Data under study ->
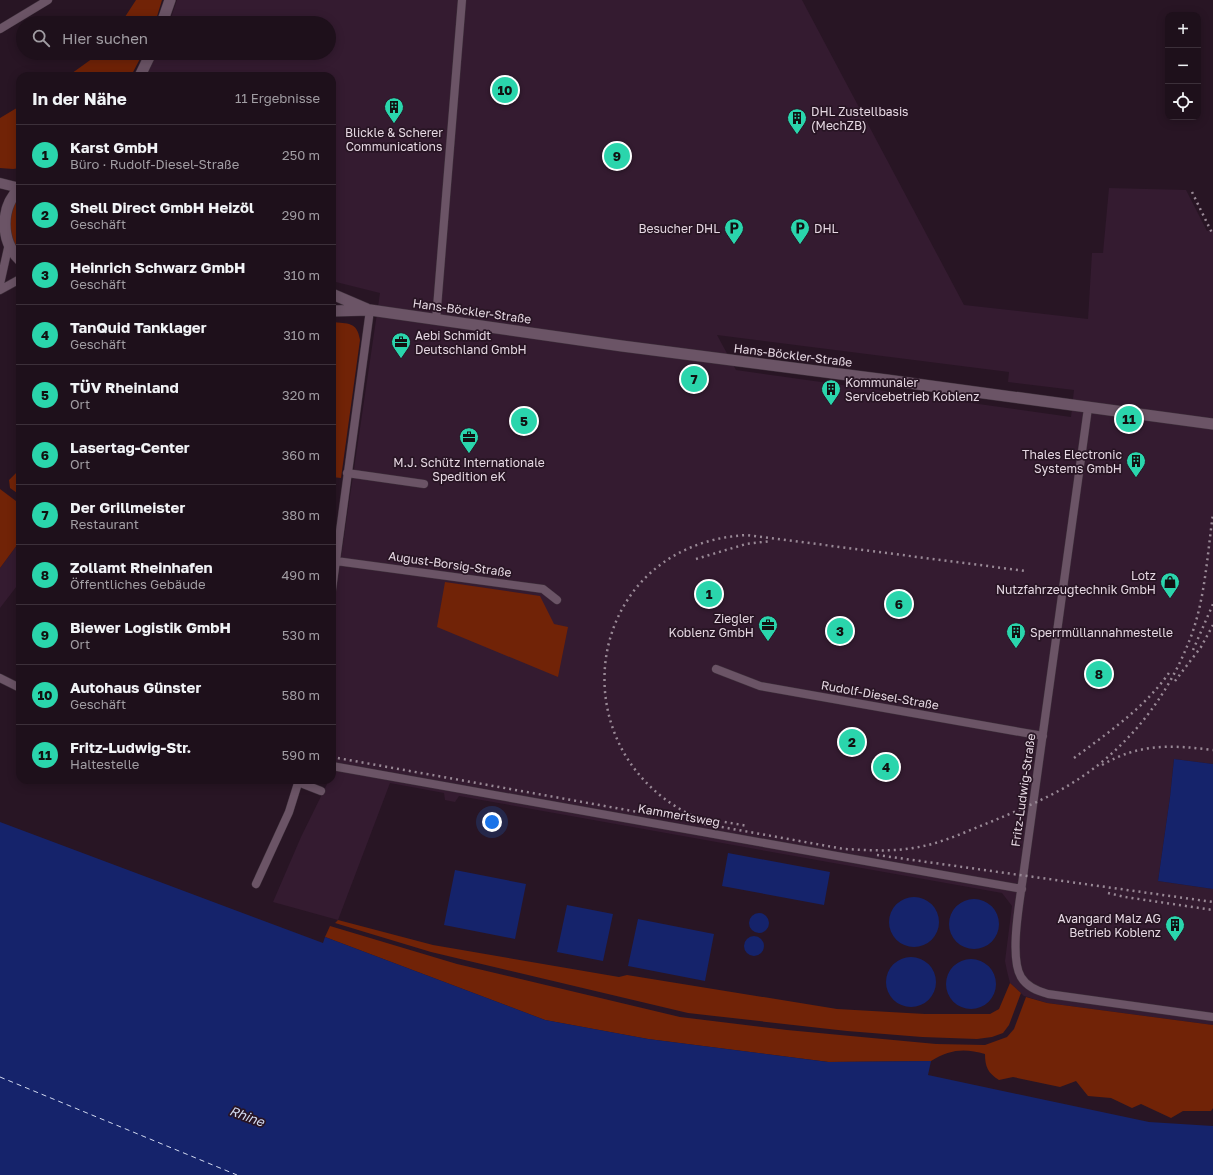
<!DOCTYPE html>
<html lang="de">
<meta charset="utf-8">
<style>
:root{--surface:#1e101b;--page:#2b1e28;--text:#f1f3f6;--muted:#a19da3;--line:#3c303a;--accent:#2ad5ac}
body{margin:0;font-family:"Golos Text",sans-serif;background:var(--page);color:var(--text)}
.controls{position:absolute;right:12px;top:12px;display:grid;overflow:hidden;border-radius:8px;box-shadow:0 2px 10px #0003}
.controls button{width:36px;height:36px;display:grid;place-items:center;padding:0;border:0;border-bottom:1px solid var(--line);background:var(--surface);color:var(--text);font:20px sans-serif}
.you{position:absolute;left:492px;top:822px;width:14px;height:14px;margin:-10px;border:3px solid #fff;border-radius:50%;background:#1a73e8;box-shadow:0 0 0 6px #1a73e833}
.badge{display:grid;place-items:center;width:26px;height:26px;border-radius:50%;background:var(--accent);color:#111;font-size:13px;font-weight:700}
.pin{position:absolute;translate:-50% -50%;border:2px solid #fff;box-shadow:0 1px 4px #0006}
.list{margin:0;padding:0;list-style:none}
h2{display:flex;justify-content:space-between;align-items:center;height:52px;margin:0;padding:0 16px;font-size:17px}
h2 small{font-size:13px;font-weight:400;color:var(--muted)}
.list li{display:grid;grid-template-columns:26px 1fr auto;gap:12px;align-items:center;box-sizing:border-box;height:60px;padding:0 16px;border-top:1px solid var(--line)}
.list b{display:block;font-size:15px;white-space:nowrap}
.list p{margin:0;font-size:13px;white-space:nowrap;color:var(--muted)}
.list em{font-size:13px;font-style:normal;color:var(--muted)}
.icon{flex:none;width:22px;height:22px;fill:none;stroke:currentColor;stroke-width:2;stroke-linecap:round;stroke-linejoin:round}
.map{position:relative;flex:none;width:1213px;height:1175px;overflow:hidden}
.search{position:absolute;background:var(--surface);box-shadow:0 2px 10px #0003;left:16px;top:16px;width:320px;height:44px;display:flex;align-items:center;gap:10px;box-sizing:border-box;padding:0 14px;border-radius:22px;color:var(--muted);font-size:15px}
.panel{position:absolute;background:var(--surface);box-shadow:0 2px 10px #0003;left:16px;top:72px;width:320px;height:712px;border-radius:12px}
.map>svg:first-child{display:block}
</style>
<div class="map">
<svg width="1213" height="1175" viewBox="0 0 1213 1175">
<rect width="100%" height="100%" fill="#281524"/>
<path fill="#341b30" fill-rule="evenodd" d="M 177,0 L 802,0 L 964,305 L 1088,319 L 1092,253 L 1103,253 L 1109,188 L 1186,190 L 1207,231 L 1213,229 L 1213,764 L 1174,759 L 1170,797 L 1158,881 L 1213,889 L 1213,1025 L 1047,1003 L 1024,996 L 1010,983 L 1007,971 L 1005,961 L 1012,906 L 1002,893 L 459,796 L 455,802 L 445,800 L 444,793 L 390,783 L 338,920 L 273,902 L 301,837 L 329,780 L 332,780 L 332,774 L 337,763 L 332,762 L 332,618 L 380,293 L 332,281 L 332,76 L 147,76 L 156,53 L 329,53 L 329,23 L 169,23 ZM 717,335 L 1009,372 L 1008,382 L 1074,390 L 1071,417 L 736,370 Z
M 20,541 L 20,582 L 0,608 L 0,568 Z"/>
<path fill="#712307" d="M 136,0 L 162,0 L 155,23 L 121,23 Z
M 100,53 L 143,53 L 131,76 L 68,76 Z
M 20,106 L 20,168 L 13,169 L 0,168 L 0,118 Z
M 20,196 L 20,253 L 7,231 L 14,203 Z
M 332,322 C 348,324 357,321 360,340 L 341,478 L 332,477 Z
M 20,469 L 20,495 L 10,488 L 9,480 Z
M 0,489 L 20,504 L 20,541 L 0,568 Z
M 445,582 L 540,596 L 554,624 L 568,627 L 558,677 L 437,627 Z
M 338,920 L 433,945 L 619,977 L 627,975 L 837,1009 L 925,1014 L 990,1014 L 999,1009 L 1010,983 L 1021,993 L 1009,1025 L 1003,1033 L 992,1037 L 977,1039 L 922,1037 L 847,1031 L 688,1013 L 431,952 L 335,923 Z
M 330,926 L 457,964 L 680,1017 L 787,1030 L 936,1044 L 985,1045 L 1007,1037 L 1014,1029 L 1026,997 L 1047,1003 L 1213,1025 L 1213,1108 L 1211,1111 L 1183,1111 L 1171,1118 L 1141,1104 L 1132,1108 L 1111,1098 L 1088,1096 L 1076,1081 L 1060,1087 L 1013,1077 L 999,1080 C 988,1073 985,1067 985,1054 C 965,1048 950,1049 931,1061 L 829,1062 L 648,1039 L 545,1020 L 325,937 Z"/>
<path fill="#15236b" d="M 1174,759 L 1213,764 L 1213,889 L 1158,881 L 1170,797 Z
M 0,822 L 323,943 L 325,937 L 545,1020 L 648,1039 L 828,1062 L 931,1061 L 928,1075 L 1149,1122 L 1213,1126 L 1213,1175 L 0,1175 Z
M 728,853 L 830,872 L 824,905 L 722,886 Z
M 455,870 L 526,884 L 515,939 L 444,925 Z
M889 922a25 25 0 1 1 50 0a25 25 0 1 1-50 0Z
M949 924a25 25 0 1 1 50 0a25 25 0 1 1-50 0Z
M 567,905 L 613,914 L 603,961 L 557,952 Z
M749 923a10 10 0 1 1 20 0a10 10 0 1 1-20 0Z
M 638,919 L 714,934 L 705,981 L 628,966 Z
M744 946a10 10 0 1 1 20 0a10 10 0 1 1-20 0Z
M886 982a25 25 0 1 1 50 0a25 25 0 1 1-50 0Z
M946 984a25 25 0 1 1 50 0a25 25 0 1 1-50 0Z"/>
<g fill="none" stroke-linecap="round" stroke-linejoin="round">
<path stroke="#d2daf0" stroke-width="1" stroke-dasharray="5 4" stroke-linecap="butt" d="M 0,1077 L 237,1175"/>
<g stroke="#3f313c" stroke-width="9">
<path id="minor" d="M 0,29 L 48,0
M 0,284 L 8,248
M 0,290 L 20,279
M 436,320 L 462,0
M 1088,408 L 1023,877 C 1020,900 1009,957 1021,977 C 1027,987 1037,991 1048,994 L 1213,1017
M 347,473 L 424,484
M 336,561 L 543,589 L 557,600
M 332,590 L 370,310
M 716,669 L 760,686 L 1043,736
M 0,678 L 20,688
M 332,766 L 1022,889
M 298,782 L 321,791
M 256,884 L 289,812 L 299,780"/>
</g>
<g stroke="#3f313c" stroke-width="11">
<path id="tertiary" d="M 0,183 L 20,188"/>
</g>
<g stroke="#3f313c" stroke-width="12">
<path id="secondary" d="M 162,23 L 170,0
M 140,76 L 151,53
M 20,188 C 0,207 0,241 20,260
M 332,294 L 367,309
M 332,311 L 370,310 L 622,346 L 887,380 L 1213,424"/>
</g>
<use href="#minor" stroke="#6b5466" stroke-width="8"/>
<use href="#tertiary" stroke="#6b5466" stroke-width="10"/>
<use href="#secondary" stroke="#6b5466" stroke-width="11"/>
<path stroke="#998996" stroke-width="2.5" stroke-dasharray="2 4" stroke-linecap="butt" d="M 1192,192 L 1213,235
M 696,559 L 746,544 L 771,541
M 1193,650 L 1213,604
M 1175,681 L 1201,647 L 1213,625
M 332,757 L 844,849 C 867,850 890,852 913,848 C 941,844 967,831 993,821 C 1021,809 1051,797 1077,780 C 1127,748 1166,699 1188,644 C 1205,604 1207,556 1213,514
M 1074,758 C 1109,732 1146,707 1171,670
M 1102,765 C 1140,743 1172,745 1213,750
M 707,819 L 748,826
M 702,820 C 553,758 580,544 747,535 L 1026,571
M 877,855 L 1213,902
M 1108,893 L 1125,897 L 1213,910"/>
</g>
<defs>
<g id="building-pin" transform="scale(1)"><path d="M0 17L-7.5 6A9.5 9.5 0 1 1 7.5 6Z" fill="#2ad5ac" stroke="#281524"/><path d="M-4-6H4V6H1V3H-1V6H-4ZM-2.5-4.3h1.7v1.8h-1.7ZM.8-4.3h1.7v1.8H.8ZM-2.5-1h1.7V.8h-1.7ZM.8-1h1.7V.8H.8Z" fill="#111"/></g>
<g id="parking-pin" transform="scale(1)"><path d="M0 17L-7.5 6A9.5 9.5 0 1 1 7.5 6Z" fill="#2ad5ac" stroke="#281524"/><path d="M-3.5-5.5H1a3.5 3.5 0 0 1 0 7H-1V5.5H-3.5ZM-1-3.4V-.6H.8a1.4 1.4 0 0 0 0-2.8Z" fill="#111"/></g>
<g id="office-pin" transform="scale(1)"><path d="M0 17L-7.5 6A9.5 9.5 0 1 1 7.5 6Z" fill="#2ad5ac" stroke="#281524"/><path d="M-6-3h4V-5.5h4V-3h4V5H-6ZM-1-4.5V-3h2v-1.5ZM-6 0V1H6V0Z" fill="#111"/></g>
<g id="shop-pin" transform="scale(1)"><path d="M0 17L-7.5 6A9.5 9.5 0 1 1 7.5 6Z" fill="#2ad5ac" stroke="#281524"/><path d="M-5-2.5h2.3a2.7 3.5 0 0 1 5.4 0H5L5.5 6h-11ZM-1.5-2.5h3a1.5 2.3 0 0 0-3 0Z" fill="#111"/></g>
</defs>
<g fill-rule="evenodd">
<use href="#building-pin" x="394" y="107"/>
<use href="#building-pin" x="797" y="118"/>
<use href="#parking-pin" x="734" y="228"/>
<use href="#parking-pin" x="800" y="228"/>
<use href="#office-pin" x="401" y="342"/>
<use href="#building-pin" x="831" y="389"/>
<use href="#office-pin" x="469" y="437"/>
<use href="#building-pin" x="1136" y="461"/>
<use href="#shop-pin" x="1170" y="582"/>
<use href="#office-pin" x="768" y="625"/>
<use href="#building-pin" x="1016" y="632"/>
<use href="#building-pin" x="1175" y="925"/>
</g>
<g text-anchor="middle" dominant-baseline="central" stroke-width="3.5" stroke-linejoin="round" paint-order="stroke">
<g font-size="12" fill="#e6d8e3" stroke="#281524" text-anchor="start">
<text x="811" y="111">DHL Zustellbasis<tspan x="811" dy="14">(MechZB)</tspan></text>
<text x="394" y="132" text-anchor="middle">Blickle &amp; Scherer<tspan x="394" dy="14">Communications</tspan></text>
<text x="720" y="228" text-anchor="end">Besucher DHL</text>
<text x="814" y="228">DHL</text>
<text x="415" y="335">Aebi Schmidt<tspan x="415" dy="14">Deutschland GmbH</tspan></text>
<text x="845" y="382">Kommunaler<tspan x="845" dy="14">Servicebetrieb Koblenz</tspan></text>
<text x="1122" y="454" text-anchor="end">Thales Electronic<tspan x="1122" dy="14">Systems GmbH</tspan></text>
<text x="469" y="462" text-anchor="middle">M.J. Schütz Internationale<tspan x="469" dy="14">Spedition eK</tspan></text>
<text x="1156" y="575" text-anchor="end">Lotz<tspan x="1156" dy="14">Nutzfahrzeugtechnik GmbH</tspan></text>
<text x="754" y="618" text-anchor="end">Ziegler<tspan x="754" dy="14">Koblenz GmbH</tspan></text>
<text x="1030" y="632">Sperrmüllannahmestelle</text>
<text x="1161" y="918" text-anchor="end">Avangard Malz AG<tspan x="1161" dy="14">Betrieb Koblenz</tspan></text>
</g>
<g font-size="12" fill="#e6d8e3" stroke="#281524">
<text transform="translate(472 311) rotate(8)">Hans-Böckler-Straße</text>
<text transform="translate(793 355) rotate(7)">Hans-Böckler-Straße</text>
<text transform="translate(450 564) rotate(8)">August-Borsig-Straße</text>
<text transform="translate(880 695) rotate(10)">Rudolf-Diesel-Straße</text>
<text transform="translate(1023 790) rotate(-82)">Fritz-Ludwig-Straße</text>
<text transform="translate(679 815) rotate(10)">Kammertsweg</text>
</g>
<g font-size="13" font-style="italic" fill="#d2daf0" stroke="#281524">
<text transform="translate(247 1116) rotate(20)">Rhine</text>
</g>
</g>
</svg>
<div class="controls">
<button>+</button>
<button>−</button>
<button><svg class="icon" aria-label="locate" viewBox="0 0 24 24"><circle cx="12" cy="12" r="6"/><path d="M12 2v4M12 18v4M2 12h4M18 12h4"/></svg></button>
</div>
<div class="you"></div>
<div class="pin badge" style="left:709px;top:594px">1</div>
<div class="pin badge" style="left:852px;top:742px">2</div>
<div class="pin badge" style="left:840px;top:631px">3</div>
<div class="pin badge" style="left:886px;top:767px">4</div>
<div class="pin badge" style="left:524px;top:421px">5</div>
<div class="pin badge" style="left:899px;top:604px">6</div>
<div class="pin badge" style="left:694px;top:379px">7</div>
<div class="pin badge" style="left:1099px;top:674px">8</div>
<div class="pin badge" style="left:617px;top:156px">9</div>
<div class="pin badge" style="left:505px;top:90px">10</div>
<div class="pin badge" style="left:1129px;top:419px">11</div>
<div class="search"><svg class="icon" aria-label="search" viewBox="0 0 24 24"><circle cx="10" cy="10" r="6"/><path d="M15 15l6 6"/></svg>Hier suchen</div>
<section class="panel">
<h2>In der Nähe<small>11 Ergebnisse</small></h2>
<ul class="list">
<li><span class="badge">1</span><div><b>Karst GmbH</b><p>Büro · Rudolf-Diesel-Straße</p></div><em>250 m</em></li>
<li><span class="badge">2</span><div><b>Shell Direct GmbH Heizöl</b><p>Geschäft</p></div><em>290 m</em></li>
<li><span class="badge">3</span><div><b>Heinrich Schwarz GmbH</b><p>Geschäft</p></div><em>310 m</em></li>
<li><span class="badge">4</span><div><b>TanQuid Tanklager</b><p>Geschäft</p></div><em>310 m</em></li>
<li><span class="badge">5</span><div><b>TÜV Rheinland</b><p>Ort</p></div><em>320 m</em></li>
<li><span class="badge">6</span><div><b>Lasertag-Center</b><p>Ort</p></div><em>360 m</em></li>
<li><span class="badge">7</span><div><b>Der Grillmeister</b><p>Restaurant</p></div><em>380 m</em></li>
<li><span class="badge">8</span><div><b>Zollamt Rheinhafen</b><p>Öffentliches Gebäude</p></div><em>490 m</em></li>
<li><span class="badge">9</span><div><b>Biewer Logistik GmbH</b><p>Ort</p></div><em>530 m</em></li>
<li><span class="badge">10</span><div><b>Autohaus Günster</b><p>Geschäft</p></div><em>580 m</em></li>
<li><span class="badge">11</span><div><b>Fritz-Ludwig-Str.</b><p>Haltestelle</p></div><em>590 m</em></li>
</ul>
</section>
</div>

Problem description -> Search the listing above for the lines with "L 1170,797 Z" and "M946 984a25 25", then output those lines and all lines between them exactly.

Result of this exercise ->
<path fill="#15236b" d="M 1174,759 L 1213,764 L 1213,889 L 1158,881 L 1170,797 Z
M 0,822 L 323,943 L 325,937 L 545,1020 L 648,1039 L 828,1062 L 931,1061 L 928,1075 L 1149,1122 L 1213,1126 L 1213,1175 L 0,1175 Z
M 728,853 L 830,872 L 824,905 L 722,886 Z
M 455,870 L 526,884 L 515,939 L 444,925 Z
M889 922a25 25 0 1 1 50 0a25 25 0 1 1-50 0Z
M949 924a25 25 0 1 1 50 0a25 25 0 1 1-50 0Z
M 567,905 L 613,914 L 603,961 L 557,952 Z
M749 923a10 10 0 1 1 20 0a10 10 0 1 1-20 0Z
M 638,919 L 714,934 L 705,981 L 628,966 Z
M744 946a10 10 0 1 1 20 0a10 10 0 1 1-20 0Z
M886 982a25 25 0 1 1 50 0a25 25 0 1 1-50 0Z
M946 984a25 25 0 1 1 50 0a25 25 0 1 1-50 0Z"/>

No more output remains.